KOB learned the Albuquerque BioPark would like to purchase 38,000 pounds of horse meat, but it's something they've done for at least 30 years using taxpayer money.
The zoo spent $65,000 each year in most recent years, and defended the use of horse meat even though the average person has no idea the zoo uses it, and animal welfare advocates question just how dangerous the horse meat is.
"Is that true?" asked zoo visitor John Wright. "Yuck."
Monday, Albuquerque put out a "request for bid" for 38,000 pounds of meat, hoping for a bidder in the next few weeks. The meat would be used over the next year.
The request doesn't sit well with some animal welfare advocates.
"The horse is an iconic animal for this country, and should not be inhumanely treated," said Patience O'Dowd of the Wild Horse Observers Association.
She said she worries just as much about the horses as the zoo animals because of all the chemicals she says horses receive, including Banamine and Bute. She said the chemicals are not meant for human consumption and shouldn't be given to other animals, especially when other animals are eating those animals.
At the BioPark, the staff defends the use of horse meat.

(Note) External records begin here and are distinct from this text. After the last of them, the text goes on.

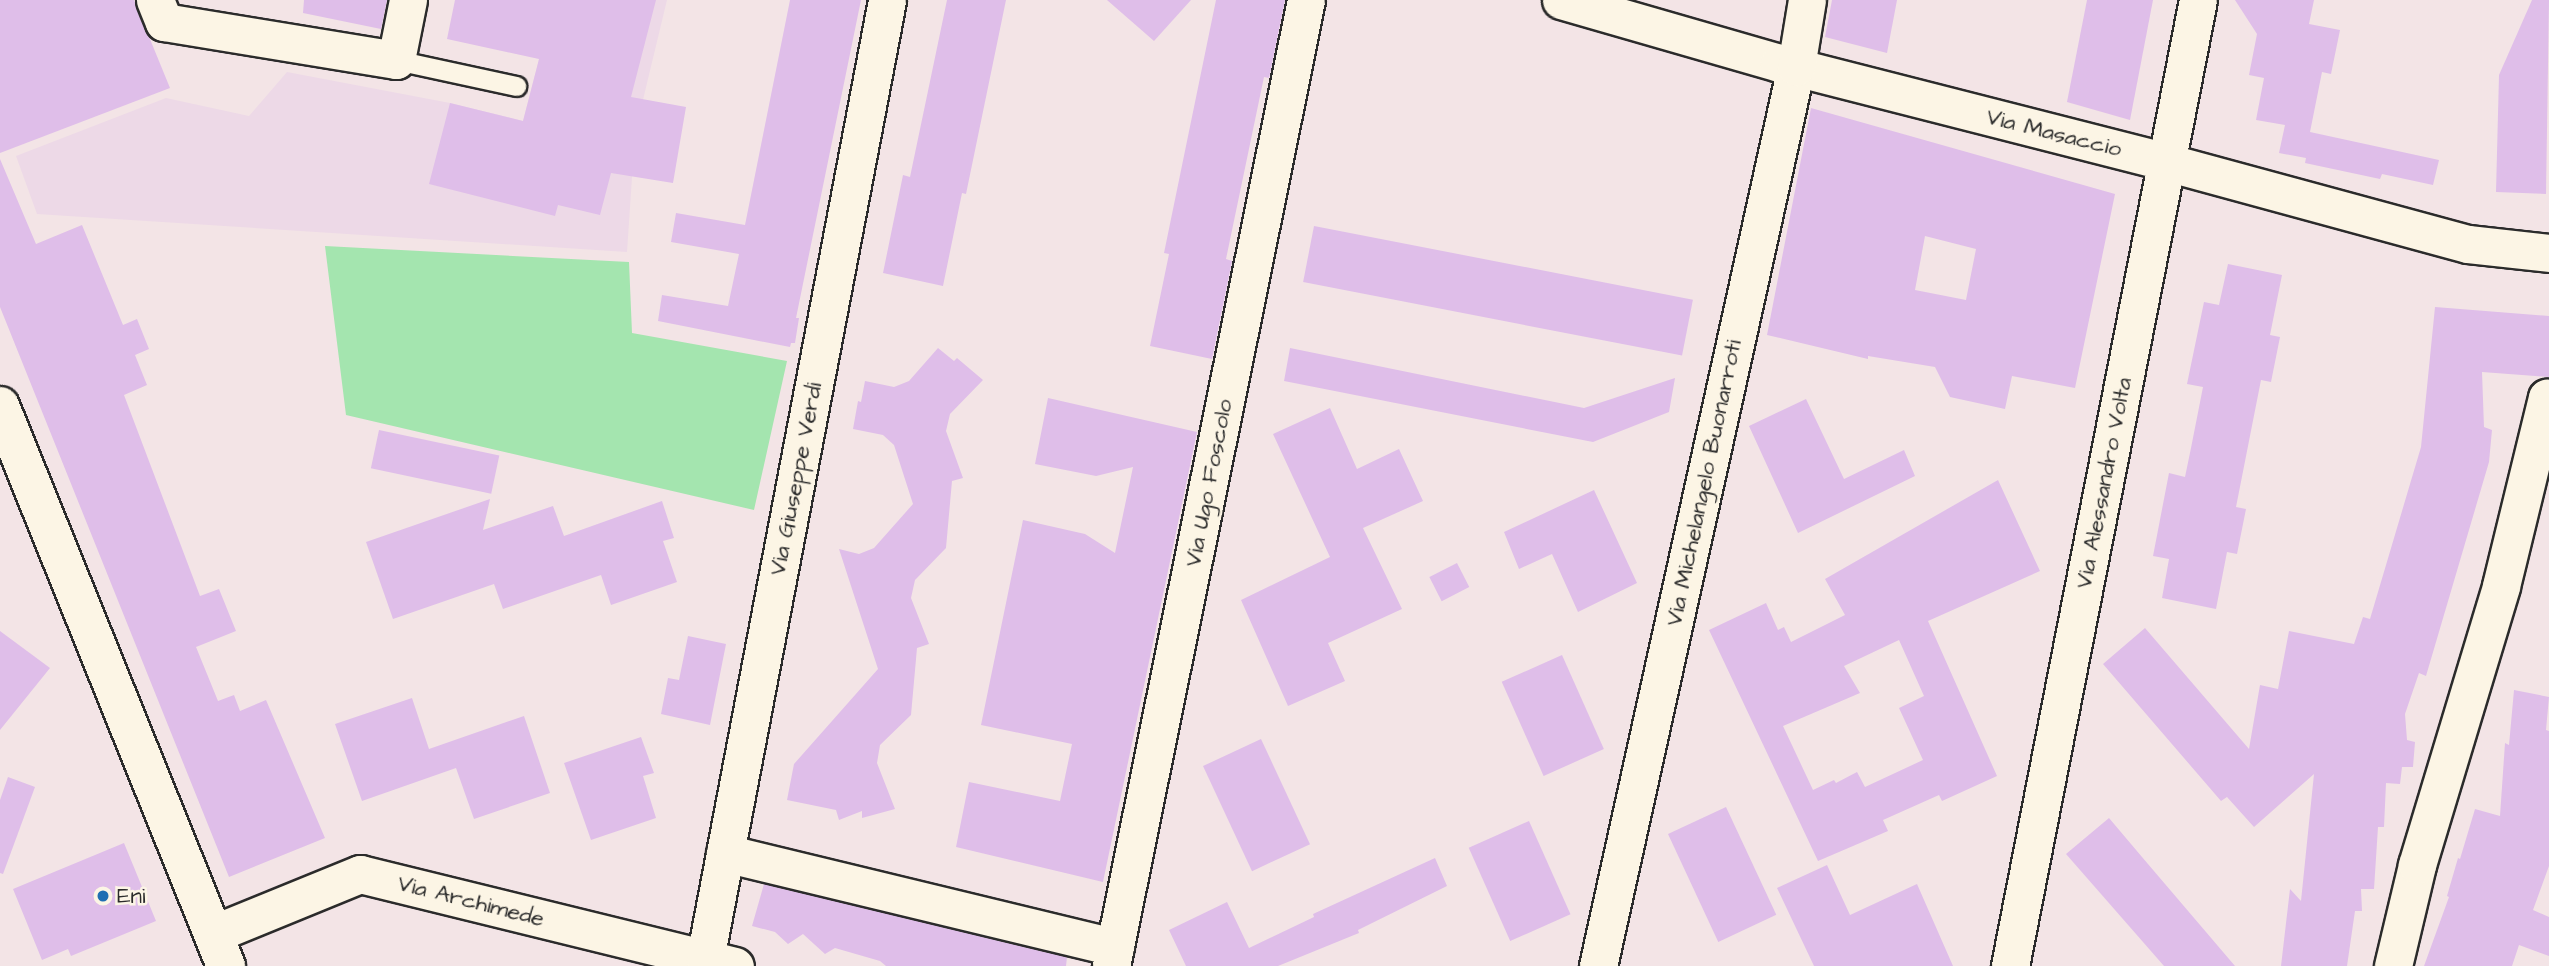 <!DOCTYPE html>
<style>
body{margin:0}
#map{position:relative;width:2549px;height:966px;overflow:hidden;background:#f3e4e6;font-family:"Architects Daughter",sans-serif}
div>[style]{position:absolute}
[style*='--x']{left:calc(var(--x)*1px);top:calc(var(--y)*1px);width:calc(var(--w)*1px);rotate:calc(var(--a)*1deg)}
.built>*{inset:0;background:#edd9e7}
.green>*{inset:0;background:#a4e5af}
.building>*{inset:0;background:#dfbee9;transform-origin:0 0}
.roads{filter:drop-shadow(2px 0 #2b2b2b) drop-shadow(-2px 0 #2b2b2b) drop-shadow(0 2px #2b2b2b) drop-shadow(0 -2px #2b2b2b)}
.service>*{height:19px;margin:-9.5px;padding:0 9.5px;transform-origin:9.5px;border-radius:9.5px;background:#fcf5e5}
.minor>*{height:37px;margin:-18.5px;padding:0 18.5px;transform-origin:18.5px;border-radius:18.5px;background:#fcf5e5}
.secondary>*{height:38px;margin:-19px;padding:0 19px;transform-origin:19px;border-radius:19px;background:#fcf5e5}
.dots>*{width:19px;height:19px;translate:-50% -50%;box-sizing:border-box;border:4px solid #fcf5e5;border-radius:50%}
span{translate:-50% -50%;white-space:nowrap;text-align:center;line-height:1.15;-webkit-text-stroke:5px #fcf5e5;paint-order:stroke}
.street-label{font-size:23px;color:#2b2b2b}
.poi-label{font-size:23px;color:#2b2b2b}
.left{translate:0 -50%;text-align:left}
</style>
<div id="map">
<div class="built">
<div style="clip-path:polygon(585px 0,667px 0,635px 133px,627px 252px,37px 214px,16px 156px,166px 98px,249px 116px,287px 72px,450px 103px,523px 121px,553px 6px)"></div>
</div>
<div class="green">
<div style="clip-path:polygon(325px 246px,629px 262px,632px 333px,787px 361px,754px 510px,346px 415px)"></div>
</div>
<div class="building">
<div style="clip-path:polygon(0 0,134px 0,170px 88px,0 153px)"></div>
<div style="clip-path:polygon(304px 0,387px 0,381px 29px,303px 13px)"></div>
<div style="clip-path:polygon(455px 0,656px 0,631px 97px,686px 107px,673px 183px,611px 173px,600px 215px,558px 205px,555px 216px,429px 184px,450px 103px,523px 121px,539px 59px,447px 39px)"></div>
<div style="clip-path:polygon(790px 0,861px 0,796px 318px,799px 318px,795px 343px,791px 343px,790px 347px,658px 321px,662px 295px,728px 306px,739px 254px,671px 242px,676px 213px,745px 225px)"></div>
<div style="clip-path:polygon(947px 0,1006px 0,966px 194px,962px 193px,943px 286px,883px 273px,903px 175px,910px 177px)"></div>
<div style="clip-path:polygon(1107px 0,1191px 0,1154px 41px)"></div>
<div style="clip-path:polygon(1216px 0,1285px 0,1269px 78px,1264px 77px,1226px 259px,1232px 261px,1212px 359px,1150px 346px,1169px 254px,1164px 253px)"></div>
<div style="clip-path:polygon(1832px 0,1897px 0,1887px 53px,1825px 37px)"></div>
<div style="clip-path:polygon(2087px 0,2153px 0,2130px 120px,2067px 102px)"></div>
<div style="clip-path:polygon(2235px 0,2314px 0,2309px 24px,2340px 30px,2331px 74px,2322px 72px,2310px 132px,2439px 160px,2433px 185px,2382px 174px,2380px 179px,2305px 163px,2306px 158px,2279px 153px,2285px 125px,2256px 120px,2264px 78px,2249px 75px,2257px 34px)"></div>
<div style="clip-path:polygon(2532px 0,2549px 0,2546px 194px,2496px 192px,2499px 75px)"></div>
<div style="clip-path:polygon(evenodd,1811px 108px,2115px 194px,2075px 388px,2012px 376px,2005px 409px,1950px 397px,1935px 367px,1868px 356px,1868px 359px,1767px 335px,1811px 108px,1925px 236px,1976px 249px,1966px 300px,1915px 290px,1925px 236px)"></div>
<div style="clip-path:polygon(0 159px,36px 244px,82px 225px,123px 325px,137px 319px,149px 349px,135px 355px,147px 385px,124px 395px,200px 596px,219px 589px,236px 631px,196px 647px,218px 701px,234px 695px,240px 711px,266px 700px,325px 838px,229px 877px,0 307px)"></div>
<div style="left:1314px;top:226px;width:386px;height:57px;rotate:11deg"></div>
<div style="clip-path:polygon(2228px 264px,2282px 275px,2270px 335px,2280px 337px,2271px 382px,2261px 380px,2236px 507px,2246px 509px,2237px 554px,2227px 552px,2216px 609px,2162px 598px,2169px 559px,2153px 556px,2169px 473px,2185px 477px,2191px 448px,2203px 387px,2187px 384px,2204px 302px,2219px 305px)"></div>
<div style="clip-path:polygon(2435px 307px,2549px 316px,2549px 377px,2482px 372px,2484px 427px,2492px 430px,2489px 462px,2426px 676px,2419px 673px,2405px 714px,2407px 740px,2415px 742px,2413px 767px,2402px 767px,2400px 784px,2386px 783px,2384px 827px,2378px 827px,2374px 889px,2361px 889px,2362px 911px,2355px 911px,2347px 966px,2281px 966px,2290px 889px,2301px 901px,2314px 774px,2254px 827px,2227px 797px,2221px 801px,2103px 664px,2145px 628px,2249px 749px,2260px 685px,2278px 689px,2289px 631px,2354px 644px,2363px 617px,2370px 619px,2421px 447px)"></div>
<div style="clip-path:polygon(938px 348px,954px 361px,957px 358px,983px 380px,950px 414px,946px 431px,963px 478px,952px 481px,946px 548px,915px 580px,911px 598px,929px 644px,917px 648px,911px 715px,880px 745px,877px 763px,895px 809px,862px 818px,862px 811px,839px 820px,836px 810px,787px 800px,794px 764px,878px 669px,839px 549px,859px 554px,874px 548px,913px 504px,894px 445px,883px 435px,853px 429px,858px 401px,861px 402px,865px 381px,894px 387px,909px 381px)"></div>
<div style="clip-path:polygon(1290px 348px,1584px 408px,1675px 378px,1669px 412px,1593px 442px,1284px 381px)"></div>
<div style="clip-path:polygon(1048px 398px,1197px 432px,1103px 882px,956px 847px,969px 782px,1060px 801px,1072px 744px,981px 725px,1023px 520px,1085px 534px,1115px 553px,1133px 467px,1096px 476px,1035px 464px)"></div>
<div style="clip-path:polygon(1806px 399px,1844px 479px,1904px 450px,1915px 476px,1798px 533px,1749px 426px)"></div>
<div style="clip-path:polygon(1330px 408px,1357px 469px,1399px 449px,1423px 501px,1363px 528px,1402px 609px,1328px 643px,1345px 681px,1288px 706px,1241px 600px,1330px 557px,1273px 434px)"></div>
<div style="left:379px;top:430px;width:123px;height:39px;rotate:12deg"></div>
<div style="clip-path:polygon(evenodd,1998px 480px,2040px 571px,1928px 621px,1997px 776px,1942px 801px,1939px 795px,1883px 820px,1888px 831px,1818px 861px,1709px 630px,1766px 603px,1778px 630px,1784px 627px,1791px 642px,1845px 615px,1825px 579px,1998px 480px,1899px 640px,1924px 696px,1899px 708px,1923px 760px,1865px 787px,1857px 772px,1836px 783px,1834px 780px,1813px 790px,1783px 726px,1860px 693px,1844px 666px,1899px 640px)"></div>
<div style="clip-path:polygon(1594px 490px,1637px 583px,1578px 612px,1552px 554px,1519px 569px,1504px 532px)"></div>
<div style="clip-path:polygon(490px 499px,483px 530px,553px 506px,564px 536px,662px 501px,674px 538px,663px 541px,677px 582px,611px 605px,601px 575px,503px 609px,494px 584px,393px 619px,366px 542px)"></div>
<div style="left:1457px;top:563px;width:27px;height:31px;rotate:63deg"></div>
<div style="clip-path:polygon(0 631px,50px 668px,0 730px)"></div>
<div style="clip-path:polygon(688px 636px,726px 644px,710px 725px,661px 714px,668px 678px,679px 680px)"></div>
<div style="left:1562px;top:655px;width:103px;height:66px;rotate:66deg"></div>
<div style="clip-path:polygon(2514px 690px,2549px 697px,2546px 730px,2549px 731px,2549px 866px,2533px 910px,2549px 917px,2549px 956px,2519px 945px,2512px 966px,2424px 966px,2449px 897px,2447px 896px,2458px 858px,2460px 859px,2475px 809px,2500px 816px,2505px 743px,2509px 745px)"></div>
<div style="clip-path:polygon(412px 698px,429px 749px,524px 716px,550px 793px,474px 819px,456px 768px,362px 801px,335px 724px)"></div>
<div style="clip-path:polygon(641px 737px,654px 773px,643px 776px,656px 818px,591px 840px,564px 763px)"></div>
<div style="left:1261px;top:739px;width:116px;height:64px;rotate:65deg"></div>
<div style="clip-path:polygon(8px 777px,35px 787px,3px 874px,0 873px,0 800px)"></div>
<div style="left:1726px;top:807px;width:119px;height:64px;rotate:65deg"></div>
<div style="clip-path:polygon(2109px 818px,2142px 857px,2235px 966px,2164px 966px,2066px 854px)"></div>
<div style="left:1529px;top:821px;width:102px;height:66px;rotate:66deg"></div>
<div style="clip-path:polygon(124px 843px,156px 921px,71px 956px,68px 949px,42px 960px,13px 889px)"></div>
<div style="clip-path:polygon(1435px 858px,1447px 886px,1358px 930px,1359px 933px,1278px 966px,1186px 966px,1169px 930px,1227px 902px,1249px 948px,1314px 917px,1313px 914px)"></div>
<div style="clip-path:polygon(1827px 865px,1850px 915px,1917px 884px,1953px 966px,1814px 966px,1777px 888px)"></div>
<div style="clip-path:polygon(764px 884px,1067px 957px,1066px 966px,886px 966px,880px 961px,835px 948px,825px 954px,803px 934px,788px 944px,775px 932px,752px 926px)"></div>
</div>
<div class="roads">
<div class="service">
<div style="--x:396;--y:60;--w:123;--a:12.2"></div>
</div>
<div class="minor">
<div style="--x:155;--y:0;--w:24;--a:68"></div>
<div style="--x:164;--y:22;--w:235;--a:9.3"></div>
<div style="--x:396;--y:60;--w:61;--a:-78.7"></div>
<div style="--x:1561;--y:0;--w:227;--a:16.1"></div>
<div style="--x:1779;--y:63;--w:399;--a:14.3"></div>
<div style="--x:2166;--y:162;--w:313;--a:15.2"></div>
<div style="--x:2468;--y:244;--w:81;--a:6.3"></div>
<div style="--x:725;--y:853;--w:401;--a:13.6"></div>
<div style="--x:213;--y:934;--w:159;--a:-22.2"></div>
<div style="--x:360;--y:874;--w:386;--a:13.8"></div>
<div style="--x:705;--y:959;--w:976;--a:-79.25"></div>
<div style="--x:1111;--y:966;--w:985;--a:-78.59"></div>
<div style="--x:1598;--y:966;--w:921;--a:-77.58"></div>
<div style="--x:1796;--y:67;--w:68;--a:-80.7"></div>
<div style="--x:2010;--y:966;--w:984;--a:-78.99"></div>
<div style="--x:2393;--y:966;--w:104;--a:-76.6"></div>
<div style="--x:2417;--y:865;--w:291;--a:-73.2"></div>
<div style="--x:2501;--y:586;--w:194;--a:-76.3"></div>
<div style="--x:2547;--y:398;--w:2;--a:27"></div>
</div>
<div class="secondary">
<div style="--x:0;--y:406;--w:604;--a:68.02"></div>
</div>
</div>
<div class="dots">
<div style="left:103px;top:896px;background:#1f6fb2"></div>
</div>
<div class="street-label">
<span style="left:2054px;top:133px;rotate:14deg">Via Masaccio</span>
<span style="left:796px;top:479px;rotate:-79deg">Via Giuseppe Verdi</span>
<span style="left:1209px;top:483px;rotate:-79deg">Via Ugo Foscolo</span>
<span style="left:1704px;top:483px;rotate:-78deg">Via Michelangelo Buonarroti</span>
<span style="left:2104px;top:483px;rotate:-79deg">Via Alessandro Volta</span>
<span style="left:471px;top:901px;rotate:14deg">Via Archimede</span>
</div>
<div class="poi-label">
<span class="left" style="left:117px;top:896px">Eni</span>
</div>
</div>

"The animals just prefer the horse meat, so that's what we went with," said Rick Janser, the director at the Albuquerque BioPark.
Janser said the zoo tried giving the animals a beef-based diet a few years ago when the federal government stopped inspecting horse meat facilities, but said the beef didn't stick with the animals.
"Our cheetahs just refused to eat it," Janser said.
Since then, he says the BioPark has gone with a company called Milliken Meat Products, based out of suburban Toronto, Ontario. Janser says the meat is safe and that the zoo adds supplements to the animals' diets.
"The bottomline is, we're here for the animals," Janser said. "That's what our main concern is. Politics aside, we've got to do what's right by the animals, and this was the best course of action."
The BioPark said many other zoos use horse meat as well, though some of moved away from it.
Keepers at Omaha's Henry Doorly Zoo, often regarded as one of the best zoos in the world, said they stopped using horse meat "at least ten years ago."
Keepers there also said they've stuck with a beef-based diet because it's more affordable, and that they were exploring options with pork as well.